## Task
Please return all the records exactly, with nothing left out.

## Data supplied
---

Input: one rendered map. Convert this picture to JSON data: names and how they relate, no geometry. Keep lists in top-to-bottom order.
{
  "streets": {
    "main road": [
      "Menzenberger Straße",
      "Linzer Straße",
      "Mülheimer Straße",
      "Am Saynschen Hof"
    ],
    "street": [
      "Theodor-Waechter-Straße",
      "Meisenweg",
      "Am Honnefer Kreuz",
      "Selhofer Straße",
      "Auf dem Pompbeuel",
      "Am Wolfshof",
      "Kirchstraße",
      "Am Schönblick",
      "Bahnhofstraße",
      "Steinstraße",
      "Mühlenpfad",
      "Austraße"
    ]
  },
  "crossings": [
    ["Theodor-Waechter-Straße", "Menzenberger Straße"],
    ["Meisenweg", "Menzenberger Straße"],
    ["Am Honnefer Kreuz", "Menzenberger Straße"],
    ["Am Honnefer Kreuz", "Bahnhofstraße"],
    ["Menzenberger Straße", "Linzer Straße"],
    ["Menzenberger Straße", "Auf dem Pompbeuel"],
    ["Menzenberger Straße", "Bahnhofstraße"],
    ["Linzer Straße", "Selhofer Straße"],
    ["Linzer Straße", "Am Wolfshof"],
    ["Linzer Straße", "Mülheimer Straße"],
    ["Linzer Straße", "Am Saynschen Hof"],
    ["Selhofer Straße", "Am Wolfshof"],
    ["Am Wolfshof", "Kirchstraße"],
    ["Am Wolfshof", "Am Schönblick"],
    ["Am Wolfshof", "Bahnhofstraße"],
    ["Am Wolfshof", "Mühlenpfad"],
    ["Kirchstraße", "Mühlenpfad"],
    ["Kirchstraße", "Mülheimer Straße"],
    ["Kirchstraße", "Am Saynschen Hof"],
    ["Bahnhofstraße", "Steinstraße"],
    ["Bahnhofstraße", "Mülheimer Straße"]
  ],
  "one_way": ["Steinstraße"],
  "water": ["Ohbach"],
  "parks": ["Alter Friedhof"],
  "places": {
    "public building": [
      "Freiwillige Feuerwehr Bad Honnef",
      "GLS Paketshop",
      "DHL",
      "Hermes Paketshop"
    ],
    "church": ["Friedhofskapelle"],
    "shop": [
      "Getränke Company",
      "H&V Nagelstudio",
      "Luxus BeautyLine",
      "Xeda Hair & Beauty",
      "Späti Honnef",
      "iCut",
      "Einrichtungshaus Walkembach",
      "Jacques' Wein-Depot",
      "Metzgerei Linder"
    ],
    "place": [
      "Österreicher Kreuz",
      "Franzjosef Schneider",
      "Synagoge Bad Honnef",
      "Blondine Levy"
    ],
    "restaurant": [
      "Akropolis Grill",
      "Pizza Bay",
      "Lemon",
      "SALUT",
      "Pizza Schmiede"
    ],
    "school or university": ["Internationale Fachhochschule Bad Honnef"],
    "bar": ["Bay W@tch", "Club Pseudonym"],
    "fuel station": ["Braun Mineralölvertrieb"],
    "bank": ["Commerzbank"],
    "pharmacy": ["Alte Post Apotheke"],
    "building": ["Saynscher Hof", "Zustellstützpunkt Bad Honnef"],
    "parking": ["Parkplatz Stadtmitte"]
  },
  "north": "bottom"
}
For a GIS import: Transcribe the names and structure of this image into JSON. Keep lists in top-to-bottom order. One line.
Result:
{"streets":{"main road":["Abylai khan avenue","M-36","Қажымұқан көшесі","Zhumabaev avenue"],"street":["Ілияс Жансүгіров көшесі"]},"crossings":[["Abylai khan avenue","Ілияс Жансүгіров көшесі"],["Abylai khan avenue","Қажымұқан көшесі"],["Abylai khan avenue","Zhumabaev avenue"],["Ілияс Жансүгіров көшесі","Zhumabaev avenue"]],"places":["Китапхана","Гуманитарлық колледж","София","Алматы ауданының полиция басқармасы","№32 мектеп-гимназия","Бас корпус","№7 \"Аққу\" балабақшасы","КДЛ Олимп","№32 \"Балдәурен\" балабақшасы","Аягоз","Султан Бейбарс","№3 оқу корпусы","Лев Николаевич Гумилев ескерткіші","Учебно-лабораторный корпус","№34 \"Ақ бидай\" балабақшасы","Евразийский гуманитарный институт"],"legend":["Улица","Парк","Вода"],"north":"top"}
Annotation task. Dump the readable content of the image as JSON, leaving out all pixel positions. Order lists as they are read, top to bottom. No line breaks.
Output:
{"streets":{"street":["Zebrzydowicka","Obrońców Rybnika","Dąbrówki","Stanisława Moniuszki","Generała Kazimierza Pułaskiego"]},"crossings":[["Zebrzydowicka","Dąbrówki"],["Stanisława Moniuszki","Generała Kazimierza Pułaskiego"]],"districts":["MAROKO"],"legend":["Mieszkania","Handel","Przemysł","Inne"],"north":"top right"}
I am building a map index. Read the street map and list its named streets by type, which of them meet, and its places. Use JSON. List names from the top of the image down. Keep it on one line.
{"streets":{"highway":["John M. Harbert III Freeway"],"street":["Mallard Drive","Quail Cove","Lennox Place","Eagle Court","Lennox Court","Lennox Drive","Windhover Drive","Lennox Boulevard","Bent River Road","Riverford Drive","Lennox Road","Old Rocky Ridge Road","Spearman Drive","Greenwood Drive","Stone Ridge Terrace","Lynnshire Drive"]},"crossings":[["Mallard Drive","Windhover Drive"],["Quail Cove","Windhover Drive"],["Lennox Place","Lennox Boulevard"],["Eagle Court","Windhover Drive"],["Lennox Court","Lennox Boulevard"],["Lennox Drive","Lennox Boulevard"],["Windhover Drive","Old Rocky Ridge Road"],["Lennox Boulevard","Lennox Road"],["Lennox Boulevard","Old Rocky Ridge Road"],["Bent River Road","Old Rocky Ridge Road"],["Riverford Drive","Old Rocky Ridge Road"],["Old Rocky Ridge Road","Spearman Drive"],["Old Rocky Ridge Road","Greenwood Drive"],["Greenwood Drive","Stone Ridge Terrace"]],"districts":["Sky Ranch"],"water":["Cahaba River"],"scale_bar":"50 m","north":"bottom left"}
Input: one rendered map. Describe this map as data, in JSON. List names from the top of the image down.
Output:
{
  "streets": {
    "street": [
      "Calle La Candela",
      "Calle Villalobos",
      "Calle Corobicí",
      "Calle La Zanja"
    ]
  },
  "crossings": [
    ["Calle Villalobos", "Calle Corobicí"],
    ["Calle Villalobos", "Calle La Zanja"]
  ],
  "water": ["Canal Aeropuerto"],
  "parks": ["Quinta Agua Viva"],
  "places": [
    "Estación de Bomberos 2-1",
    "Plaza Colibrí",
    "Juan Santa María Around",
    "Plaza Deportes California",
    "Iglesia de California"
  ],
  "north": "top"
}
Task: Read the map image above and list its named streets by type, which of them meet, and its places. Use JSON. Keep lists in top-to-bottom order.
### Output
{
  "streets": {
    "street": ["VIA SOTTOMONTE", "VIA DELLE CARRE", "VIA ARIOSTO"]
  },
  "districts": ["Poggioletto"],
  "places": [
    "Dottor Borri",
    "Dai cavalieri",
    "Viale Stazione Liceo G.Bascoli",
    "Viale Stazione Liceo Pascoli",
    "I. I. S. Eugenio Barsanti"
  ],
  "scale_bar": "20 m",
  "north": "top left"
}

---

## Result
Input: one rendered map. Convert this picture to JSON data: names and how they relate, no geometry. Keep lists in top-to-bottom order.
{
  "streets": {
    "main road": [
      "Menzenberger Straße",
      "Linzer Straße",
      "Mülheimer Straße",
      "Am Saynschen Hof"
    ],
    "street": [
      "Theodor-Waechter-Straße",
      "Meisenweg",
      "Am Honnefer Kreuz",
      "Selhofer Straße",
      "Auf dem Pompbeuel",
      "Am Wolfshof",
      "Kirchstraße",
      "Am Schönblick",
      "Bahnhofstraße",
      "Steinstraße",
      "Mühlenpfad",
      "Austraße"
    ]
  },
  "crossings": [
    ["Theodor-Waechter-Straße", "Menzenberger Straße"],
    ["Meisenweg", "Menzenberger Straße"],
    ["Am Honnefer Kreuz", "Menzenberger Straße"],
    ["Am Honnefer Kreuz", "Bahnhofstraße"],
    ["Menzenberger Straße", "Linzer Straße"],
    ["Menzenberger Straße", "Auf dem Pompbeuel"],
    ["Menzenberger Straße", "Bahnhofstraße"],
    ["Linzer Straße", "Selhofer Straße"],
    ["Linzer Straße", "Am Wolfshof"],
    ["Linzer Straße", "Mülheimer Straße"],
    ["Linzer Straße", "Am Saynschen Hof"],
    ["Selhofer Straße", "Am Wolfshof"],
    ["Am Wolfshof", "Kirchstraße"],
    ["Am Wolfshof", "Am Schönblick"],
    ["Am Wolfshof", "Bahnhofstraße"],
    ["Am Wolfshof", "Mühlenpfad"],
    ["Kirchstraße", "Mühlenpfad"],
    ["Kirchstraße", "Mülheimer Straße"],
    ["Kirchstraße", "Am Saynschen Hof"],
    ["Bahnhofstraße", "Steinstraße"],
    ["Bahnhofstraße", "Mülheimer Straße"]
  ],
  "one_way": ["Steinstraße"],
  "water": ["Ohbach"],
  "parks": ["Alter Friedhof"],
  "places": {
    "public building": [
      "Freiwillige Feuerwehr Bad Honnef",
      "GLS Paketshop",
      "DHL",
      "Hermes Paketshop"
    ],
    "church": ["Friedhofskapelle"],
    "shop": [
      "Getränke Company",
      "H&V Nagelstudio",
      "Luxus BeautyLine",
      "Xeda Hair & Beauty",
      "Späti Honnef",
      "iCut",
      "Einrichtungshaus Walkembach",
      "Jacques' Wein-Depot",
      "Metzgerei Linder"
    ],
    "place": [
      "Österreicher Kreuz",
      "Franzjosef Schneider",
      "Synagoge Bad Honnef",
      "Blondine Levy"
    ],
    "restaurant": [
      "Akropolis Grill",
      "Pizza Bay",
      "Lemon",
      "SALUT",
      "Pizza Schmiede"
    ],
    "school or university": ["Internationale Fachhochschule Bad Honnef"],
    "bar": ["Bay W@tch", "Club Pseudonym"],
    "fuel station": ["Braun Mineralölvertrieb"],
    "bank": ["Commerzbank"],
    "pharmacy": ["Alte Post Apotheke"],
    "building": ["Saynscher Hof", "Zustellstützpunkt Bad Honnef"],
    "parking": ["Parkplatz Stadtmitte"]
  },
  "north": "bottom"
}
For a GIS import: Transcribe the names and structure of this image into JSON. Keep lists in top-to-bottom order. One line.
Result:
{"streets":{"main road":["Abylai khan avenue","M-36","Қажымұқан көшесі","Zhumabaev avenue"],"street":["Ілияс Жансүгіров көшесі"]},"crossings":[["Abylai khan avenue","Ілияс Жансүгіров көшесі"],["Abylai khan avenue","Қажымұқан көшесі"],["Abylai khan avenue","Zhumabaev avenue"],["Ілияс Жансүгіров көшесі","Zhumabaev avenue"]],"places":["Китапхана","Гуманитарлық колледж","София","Алматы ауданының полиция басқармасы","№32 мектеп-гимназия","Бас корпус","№7 \"Аққу\" балабақшасы","КДЛ Олимп","№32 \"Балдәурен\" балабақшасы","Аягоз","Султан Бейбарс","№3 оқу корпусы","Лев Николаевич Гумилев ескерткіші","Учебно-лабораторный корпус","№34 \"Ақ бидай\" балабақшасы","Евразийский гуманитарный институт"],"legend":["Улица","Парк","Вода"],"north":"top"}
Annotation task. Dump the readable content of the image as JSON, leaving out all pixel positions. Order lists as they are read, top to bottom. No line breaks.
Output:
{"streets":{"street":["Zebrzydowicka","Obrońców Rybnika","Dąbrówki","Stanisława Moniuszki","Generała Kazimierza Pułaskiego"]},"crossings":[["Zebrzydowicka","Dąbrówki"],["Stanisława Moniuszki","Generała Kazimierza Pułaskiego"]],"districts":["MAROKO"],"legend":["Mieszkania","Handel","Przemysł","Inne"],"north":"top right"}
I am building a map index. Read the street map and list its named streets by type, which of them meet, and its places. Use JSON. List names from the top of the image down. Keep it on one line.
{"streets":{"highway":["John M. Harbert III Freeway"],"street":["Mallard Drive","Quail Cove","Lennox Place","Eagle Court","Lennox Court","Lennox Drive","Windhover Drive","Lennox Boulevard","Bent River Road","Riverford Drive","Lennox Road","Old Rocky Ridge Road","Spearman Drive","Greenwood Drive","Stone Ridge Terrace","Lynnshire Drive"]},"crossings":[["Mallard Drive","Windhover Drive"],["Quail Cove","Windhover Drive"],["Lennox Place","Lennox Boulevard"],["Eagle Court","Windhover Drive"],["Lennox Court","Lennox Boulevard"],["Lennox Drive","Lennox Boulevard"],["Windhover Drive","Old Rocky Ridge Road"],["Lennox Boulevard","Lennox Road"],["Lennox Boulevard","Old Rocky Ridge Road"],["Bent River Road","Old Rocky Ridge Road"],["Riverford Drive","Old Rocky Ridge Road"],["Old Rocky Ridge Road","Spearman Drive"],["Old Rocky Ridge Road","Greenwood Drive"],["Greenwood Drive","Stone Ridge Terrace"]],"districts":["Sky Ranch"],"water":["Cahaba River"],"scale_bar":"50 m","north":"bottom left"}
Input: one rendered map. Describe this map as data, in JSON. List names from the top of the image down.
Output:
{
  "streets": {
    "street": [
      "Calle La Candela",
      "Calle Villalobos",
      "Calle Corobicí",
      "Calle La Zanja"
    ]
  },
  "crossings": [
    ["Calle Villalobos", "Calle Corobicí"],
    ["Calle Villalobos", "Calle La Zanja"]
  ],
  "water": ["Canal Aeropuerto"],
  "parks": ["Quinta Agua Viva"],
  "places": [
    "Estación de Bomberos 2-1",
    "Plaza Colibrí",
    "Juan Santa María Around",
    "Plaza Deportes California",
    "Iglesia de California"
  ],
  "north": "top"
}
Task: Read the map image above and list its named streets by type, which of them meet, and its places. Use JSON. Keep lists in top-to-bottom order.
### Output
{
  "streets": {
    "street": ["VIA SOTTOMONTE", "VIA DELLE CARRE", "VIA ARIOSTO"]
  },
  "districts": ["Poggioletto"],
  "places": [
    "Dottor Borri",
    "Dai cavalieri",
    "Viale Stazione Liceo G.Bascoli",
    "Viale Stazione Liceo Pascoli",
    "I. I. S. Eugenio Barsanti"
  ],
  "scale_bar": "20 m",
  "north": "top left"
}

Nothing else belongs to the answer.